** EXERCISE DIRECTIONS **
Every single record needs to be restated word for word.

+++ INFORMATION GIVEN

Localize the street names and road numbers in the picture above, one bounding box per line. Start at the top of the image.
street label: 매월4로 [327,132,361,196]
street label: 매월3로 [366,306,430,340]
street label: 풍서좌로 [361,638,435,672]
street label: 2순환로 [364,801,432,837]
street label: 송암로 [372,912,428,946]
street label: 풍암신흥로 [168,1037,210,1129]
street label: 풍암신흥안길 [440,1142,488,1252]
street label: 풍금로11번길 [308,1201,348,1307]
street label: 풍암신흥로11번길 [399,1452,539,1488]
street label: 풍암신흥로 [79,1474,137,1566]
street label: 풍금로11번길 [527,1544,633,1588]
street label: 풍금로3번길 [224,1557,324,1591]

++++++

** SOLUTION FOR THIS TASK **
Localize the street names and road numbers in the picture above, one bounding box per line. Start at the top of the image.
street label: 매월4로 [327,132,361,196]
street label: 매월3로 [366,306,430,340]
street label: 풍서좌로 [361,638,435,672]
street label: 2순환로 [364,801,432,837]
street label: 송암로 [372,912,428,946]
street label: 풍암신흥로 [168,1037,210,1129]
street label: 풍암신흥안길 [440,1142,488,1252]
street label: 풍금로11번길 [308,1201,348,1307]
street label: 풍암신흥로11번길 [399,1452,539,1488]
street label: 풍암신흥로 [79,1474,137,1566]
street label: 풍금로11번길 [527,1544,633,1588]
street label: 풍금로3번길 [224,1557,324,1591]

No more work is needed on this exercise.